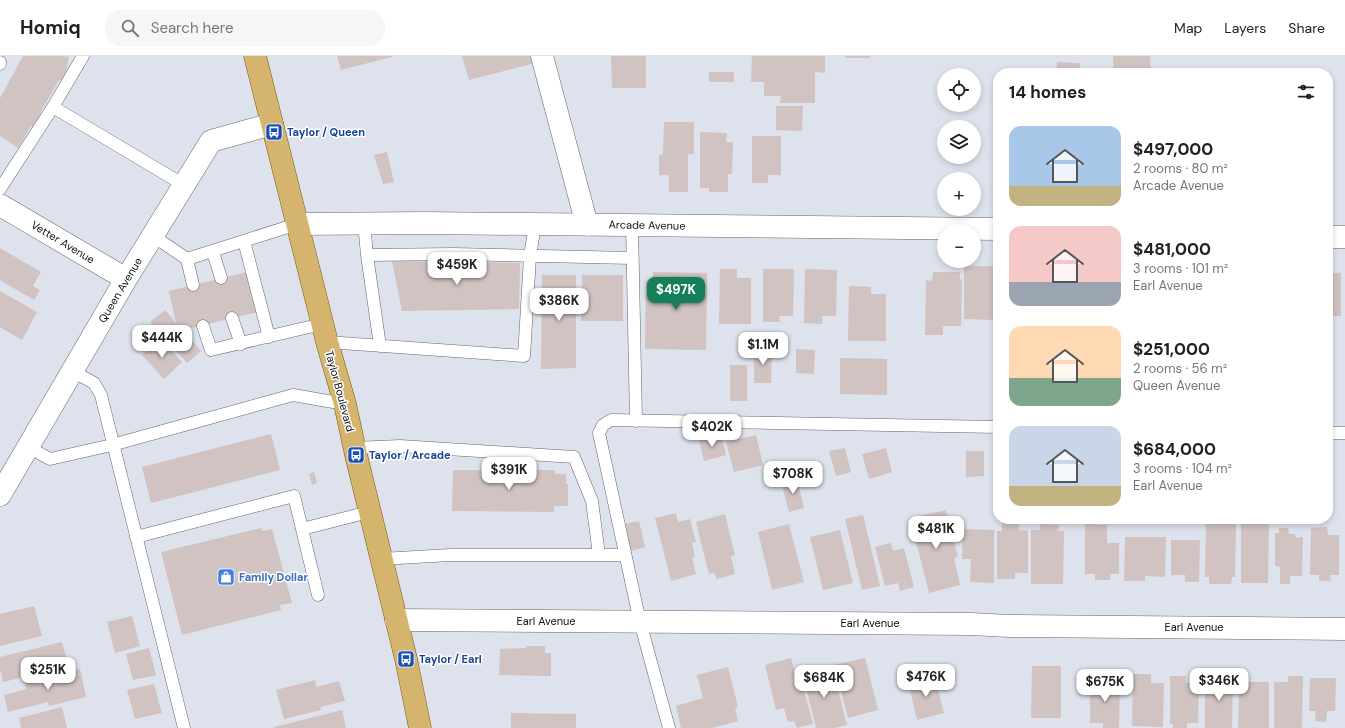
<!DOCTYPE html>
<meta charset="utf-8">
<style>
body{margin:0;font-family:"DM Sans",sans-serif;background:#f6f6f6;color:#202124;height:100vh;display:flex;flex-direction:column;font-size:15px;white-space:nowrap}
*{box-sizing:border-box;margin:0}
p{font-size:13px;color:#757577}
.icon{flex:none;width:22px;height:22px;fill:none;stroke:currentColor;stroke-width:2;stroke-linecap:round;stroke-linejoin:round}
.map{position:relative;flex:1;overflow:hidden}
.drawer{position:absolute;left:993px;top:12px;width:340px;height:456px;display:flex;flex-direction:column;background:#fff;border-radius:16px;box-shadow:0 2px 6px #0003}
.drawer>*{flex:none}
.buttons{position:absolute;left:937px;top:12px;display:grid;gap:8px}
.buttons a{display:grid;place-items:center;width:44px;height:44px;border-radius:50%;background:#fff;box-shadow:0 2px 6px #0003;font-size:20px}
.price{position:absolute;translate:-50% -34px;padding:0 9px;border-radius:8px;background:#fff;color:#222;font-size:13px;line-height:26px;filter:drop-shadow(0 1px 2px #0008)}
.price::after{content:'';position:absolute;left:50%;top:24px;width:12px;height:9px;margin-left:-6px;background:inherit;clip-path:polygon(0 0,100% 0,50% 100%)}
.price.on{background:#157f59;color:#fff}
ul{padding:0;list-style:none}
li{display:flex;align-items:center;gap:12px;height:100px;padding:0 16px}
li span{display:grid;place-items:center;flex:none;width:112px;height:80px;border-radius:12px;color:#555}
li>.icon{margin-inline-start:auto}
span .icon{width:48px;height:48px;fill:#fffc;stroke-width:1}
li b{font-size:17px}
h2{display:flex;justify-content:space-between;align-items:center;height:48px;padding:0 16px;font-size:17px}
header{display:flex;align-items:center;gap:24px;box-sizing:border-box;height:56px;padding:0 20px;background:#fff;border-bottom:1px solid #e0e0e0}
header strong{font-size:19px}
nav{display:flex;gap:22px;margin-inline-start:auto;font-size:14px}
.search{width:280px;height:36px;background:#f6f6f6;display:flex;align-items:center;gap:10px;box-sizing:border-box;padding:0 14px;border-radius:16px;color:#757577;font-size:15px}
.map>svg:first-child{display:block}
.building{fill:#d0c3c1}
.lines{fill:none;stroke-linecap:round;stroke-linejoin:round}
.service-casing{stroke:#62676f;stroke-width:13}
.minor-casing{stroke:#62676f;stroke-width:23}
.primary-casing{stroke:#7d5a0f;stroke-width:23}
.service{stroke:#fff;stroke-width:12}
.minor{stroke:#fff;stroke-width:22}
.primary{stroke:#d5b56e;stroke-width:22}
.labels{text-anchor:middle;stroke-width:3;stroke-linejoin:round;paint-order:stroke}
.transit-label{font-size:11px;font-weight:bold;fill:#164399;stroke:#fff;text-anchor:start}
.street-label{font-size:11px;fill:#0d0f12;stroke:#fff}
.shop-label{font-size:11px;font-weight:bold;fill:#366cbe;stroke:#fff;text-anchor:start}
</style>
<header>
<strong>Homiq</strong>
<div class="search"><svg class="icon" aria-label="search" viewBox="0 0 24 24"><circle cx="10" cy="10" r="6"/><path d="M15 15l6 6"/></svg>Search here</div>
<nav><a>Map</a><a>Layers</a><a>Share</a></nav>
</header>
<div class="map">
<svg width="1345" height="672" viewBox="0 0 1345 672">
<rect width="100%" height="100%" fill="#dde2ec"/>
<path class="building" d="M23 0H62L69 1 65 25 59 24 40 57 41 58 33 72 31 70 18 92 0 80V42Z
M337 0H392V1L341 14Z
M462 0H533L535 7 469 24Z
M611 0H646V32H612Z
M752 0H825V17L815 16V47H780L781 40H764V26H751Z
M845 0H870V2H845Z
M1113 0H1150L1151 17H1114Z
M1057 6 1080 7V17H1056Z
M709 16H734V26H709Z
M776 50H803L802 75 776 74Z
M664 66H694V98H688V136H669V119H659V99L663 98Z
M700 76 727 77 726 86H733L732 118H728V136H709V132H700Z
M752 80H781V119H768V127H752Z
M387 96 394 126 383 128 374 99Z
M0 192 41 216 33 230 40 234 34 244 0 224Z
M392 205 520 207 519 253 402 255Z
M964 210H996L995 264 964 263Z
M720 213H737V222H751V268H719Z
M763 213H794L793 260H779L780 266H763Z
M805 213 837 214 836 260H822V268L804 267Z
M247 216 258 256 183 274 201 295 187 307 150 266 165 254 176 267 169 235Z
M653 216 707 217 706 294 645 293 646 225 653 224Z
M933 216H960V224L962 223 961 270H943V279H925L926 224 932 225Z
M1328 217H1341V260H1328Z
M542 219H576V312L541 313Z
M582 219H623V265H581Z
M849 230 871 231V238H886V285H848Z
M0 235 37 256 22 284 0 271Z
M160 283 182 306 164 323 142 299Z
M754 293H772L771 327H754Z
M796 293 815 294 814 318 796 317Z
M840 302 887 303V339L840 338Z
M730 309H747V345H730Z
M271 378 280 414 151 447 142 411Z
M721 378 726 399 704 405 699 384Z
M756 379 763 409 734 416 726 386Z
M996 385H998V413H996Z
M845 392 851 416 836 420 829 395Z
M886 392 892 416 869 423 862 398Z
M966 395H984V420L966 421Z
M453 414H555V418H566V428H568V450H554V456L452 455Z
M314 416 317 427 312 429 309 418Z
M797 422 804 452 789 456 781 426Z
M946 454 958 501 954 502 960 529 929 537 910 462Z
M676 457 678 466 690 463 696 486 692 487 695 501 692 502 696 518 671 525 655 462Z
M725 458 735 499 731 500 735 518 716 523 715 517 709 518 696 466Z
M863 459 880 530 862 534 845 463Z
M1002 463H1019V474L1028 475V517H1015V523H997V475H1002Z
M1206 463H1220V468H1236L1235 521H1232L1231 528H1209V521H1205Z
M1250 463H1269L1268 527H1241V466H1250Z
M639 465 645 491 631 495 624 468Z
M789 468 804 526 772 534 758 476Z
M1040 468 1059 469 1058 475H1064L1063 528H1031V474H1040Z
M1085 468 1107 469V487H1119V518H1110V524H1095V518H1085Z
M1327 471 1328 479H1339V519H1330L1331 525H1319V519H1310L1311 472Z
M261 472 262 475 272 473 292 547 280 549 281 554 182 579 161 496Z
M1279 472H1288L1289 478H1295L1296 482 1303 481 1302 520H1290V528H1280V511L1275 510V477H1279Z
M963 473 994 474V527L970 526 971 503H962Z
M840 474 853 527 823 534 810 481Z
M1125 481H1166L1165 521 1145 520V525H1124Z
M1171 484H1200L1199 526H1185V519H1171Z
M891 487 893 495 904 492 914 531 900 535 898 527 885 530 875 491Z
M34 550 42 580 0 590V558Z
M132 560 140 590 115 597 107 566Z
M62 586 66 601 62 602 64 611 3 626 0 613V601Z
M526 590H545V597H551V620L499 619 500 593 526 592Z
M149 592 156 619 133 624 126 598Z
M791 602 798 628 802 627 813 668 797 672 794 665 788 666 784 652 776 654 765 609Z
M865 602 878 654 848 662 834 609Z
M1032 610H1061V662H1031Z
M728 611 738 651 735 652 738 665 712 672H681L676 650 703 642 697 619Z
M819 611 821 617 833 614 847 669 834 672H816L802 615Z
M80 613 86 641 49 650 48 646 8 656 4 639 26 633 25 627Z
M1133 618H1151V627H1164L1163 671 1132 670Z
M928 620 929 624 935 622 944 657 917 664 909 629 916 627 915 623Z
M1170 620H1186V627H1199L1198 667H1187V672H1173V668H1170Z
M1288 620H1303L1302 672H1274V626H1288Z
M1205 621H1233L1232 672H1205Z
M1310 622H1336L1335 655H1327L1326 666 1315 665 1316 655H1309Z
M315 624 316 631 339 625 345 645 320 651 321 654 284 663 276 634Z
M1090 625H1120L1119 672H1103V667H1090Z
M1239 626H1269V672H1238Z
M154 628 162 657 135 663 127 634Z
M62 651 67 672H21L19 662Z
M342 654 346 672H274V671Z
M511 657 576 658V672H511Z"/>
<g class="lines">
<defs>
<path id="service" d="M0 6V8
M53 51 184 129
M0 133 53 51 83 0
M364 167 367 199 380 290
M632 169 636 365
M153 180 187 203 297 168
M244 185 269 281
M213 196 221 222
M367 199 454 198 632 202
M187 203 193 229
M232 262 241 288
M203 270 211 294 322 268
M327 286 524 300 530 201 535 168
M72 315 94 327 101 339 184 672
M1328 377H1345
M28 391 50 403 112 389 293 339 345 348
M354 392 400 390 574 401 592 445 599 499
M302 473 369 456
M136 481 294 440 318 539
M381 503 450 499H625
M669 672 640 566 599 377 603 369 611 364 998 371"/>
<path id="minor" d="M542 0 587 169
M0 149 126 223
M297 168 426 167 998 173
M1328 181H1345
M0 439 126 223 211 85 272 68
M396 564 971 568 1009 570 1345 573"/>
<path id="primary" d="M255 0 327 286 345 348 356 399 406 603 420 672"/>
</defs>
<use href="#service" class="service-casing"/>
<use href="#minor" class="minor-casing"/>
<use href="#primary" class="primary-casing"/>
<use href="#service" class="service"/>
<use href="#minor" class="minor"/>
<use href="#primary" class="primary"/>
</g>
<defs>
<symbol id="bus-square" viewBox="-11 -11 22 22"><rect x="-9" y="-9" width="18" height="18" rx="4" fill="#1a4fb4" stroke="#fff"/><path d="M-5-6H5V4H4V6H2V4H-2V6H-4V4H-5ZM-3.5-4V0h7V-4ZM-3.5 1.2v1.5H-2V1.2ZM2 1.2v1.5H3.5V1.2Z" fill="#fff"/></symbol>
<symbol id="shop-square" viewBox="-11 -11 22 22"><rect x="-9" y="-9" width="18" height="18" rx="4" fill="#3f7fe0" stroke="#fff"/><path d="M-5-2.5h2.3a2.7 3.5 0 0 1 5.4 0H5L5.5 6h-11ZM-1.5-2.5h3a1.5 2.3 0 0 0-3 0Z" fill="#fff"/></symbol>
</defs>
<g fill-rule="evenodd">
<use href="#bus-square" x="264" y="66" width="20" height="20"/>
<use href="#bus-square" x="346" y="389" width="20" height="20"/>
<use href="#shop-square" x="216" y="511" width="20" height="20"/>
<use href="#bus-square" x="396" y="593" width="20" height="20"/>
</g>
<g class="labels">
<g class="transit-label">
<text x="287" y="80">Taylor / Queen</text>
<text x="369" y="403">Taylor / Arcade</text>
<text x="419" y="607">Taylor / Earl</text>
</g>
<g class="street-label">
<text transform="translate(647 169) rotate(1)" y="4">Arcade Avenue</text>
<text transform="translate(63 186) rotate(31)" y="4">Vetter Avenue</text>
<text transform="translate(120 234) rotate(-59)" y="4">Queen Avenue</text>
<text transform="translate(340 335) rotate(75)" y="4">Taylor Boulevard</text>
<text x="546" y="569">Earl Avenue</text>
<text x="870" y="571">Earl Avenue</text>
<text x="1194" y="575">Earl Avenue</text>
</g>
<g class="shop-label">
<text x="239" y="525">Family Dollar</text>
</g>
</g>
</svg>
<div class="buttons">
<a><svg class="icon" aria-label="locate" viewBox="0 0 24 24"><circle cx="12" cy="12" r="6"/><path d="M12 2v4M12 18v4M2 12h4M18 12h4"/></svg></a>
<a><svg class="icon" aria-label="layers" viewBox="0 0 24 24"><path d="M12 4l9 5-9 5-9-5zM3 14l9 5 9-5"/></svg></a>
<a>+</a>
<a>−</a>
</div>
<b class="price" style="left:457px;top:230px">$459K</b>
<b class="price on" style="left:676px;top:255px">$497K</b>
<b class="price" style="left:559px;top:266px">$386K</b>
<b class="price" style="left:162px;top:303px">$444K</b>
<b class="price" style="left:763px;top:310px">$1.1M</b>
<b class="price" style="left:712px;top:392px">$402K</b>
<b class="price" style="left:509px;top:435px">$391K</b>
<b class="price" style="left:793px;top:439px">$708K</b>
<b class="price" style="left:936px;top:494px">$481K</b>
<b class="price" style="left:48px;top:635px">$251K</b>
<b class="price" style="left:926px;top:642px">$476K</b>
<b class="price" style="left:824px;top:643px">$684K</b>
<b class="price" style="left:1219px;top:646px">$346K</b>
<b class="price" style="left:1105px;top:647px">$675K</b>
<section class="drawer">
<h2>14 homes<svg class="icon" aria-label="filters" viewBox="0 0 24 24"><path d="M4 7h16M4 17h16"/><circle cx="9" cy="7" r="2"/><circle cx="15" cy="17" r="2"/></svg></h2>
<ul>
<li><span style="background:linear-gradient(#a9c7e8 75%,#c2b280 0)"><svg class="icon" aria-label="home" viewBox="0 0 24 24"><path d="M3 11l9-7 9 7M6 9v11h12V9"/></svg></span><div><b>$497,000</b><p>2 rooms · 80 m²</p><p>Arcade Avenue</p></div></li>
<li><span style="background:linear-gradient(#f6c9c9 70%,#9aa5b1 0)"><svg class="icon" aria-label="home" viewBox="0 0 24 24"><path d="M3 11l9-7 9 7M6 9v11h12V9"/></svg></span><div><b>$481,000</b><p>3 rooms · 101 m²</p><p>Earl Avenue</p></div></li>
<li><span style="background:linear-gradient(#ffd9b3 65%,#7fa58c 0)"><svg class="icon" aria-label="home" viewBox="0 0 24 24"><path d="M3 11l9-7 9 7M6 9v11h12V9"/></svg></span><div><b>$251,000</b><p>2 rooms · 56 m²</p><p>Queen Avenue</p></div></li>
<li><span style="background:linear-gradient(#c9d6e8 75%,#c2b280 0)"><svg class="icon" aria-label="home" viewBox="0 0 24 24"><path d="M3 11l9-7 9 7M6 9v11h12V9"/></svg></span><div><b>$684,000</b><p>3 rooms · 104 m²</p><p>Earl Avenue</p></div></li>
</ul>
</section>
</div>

EXERCISE DIRECTIONS ▸
Each line from the one containing "80 m²</p><p>Arcade Avenue</p></div></li>" through the last line of the entries above is to be returned exactly, and no others.

RESPONSE TO THE EXERCISE ▸
<li><span style="background:linear-gradient(#a9c7e8 75%,#c2b280 0)"><svg class="icon" aria-label="home" viewBox="0 0 24 24"><path d="M3 11l9-7 9 7M6 9v11h12V9"/></svg></span><div><b>$497,000</b><p>2 rooms · 80 m²</p><p>Arcade Avenue</p></div></li>
<li><span style="background:linear-gradient(#f6c9c9 70%,#9aa5b1 0)"><svg class="icon" aria-label="home" viewBox="0 0 24 24"><path d="M3 11l9-7 9 7M6 9v11h12V9"/></svg></span><div><b>$481,000</b><p>3 rooms · 101 m²</p><p>Earl Avenue</p></div></li>
<li><span style="background:linear-gradient(#ffd9b3 65%,#7fa58c 0)"><svg class="icon" aria-label="home" viewBox="0 0 24 24"><path d="M3 11l9-7 9 7M6 9v11h12V9"/></svg></span><div><b>$251,000</b><p>2 rooms · 56 m²</p><p>Queen Avenue</p></div></li>
<li><span style="background:linear-gradient(#c9d6e8 75%,#c2b280 0)"><svg class="icon" aria-label="home" viewBox="0 0 24 24"><path d="M3 11l9-7 9 7M6 9v11h12V9"/></svg></span><div><b>$684,000</b><p>3 rooms · 104 m²</p><p>Earl Avenue</p></div></li>
</ul>
</section>
</div>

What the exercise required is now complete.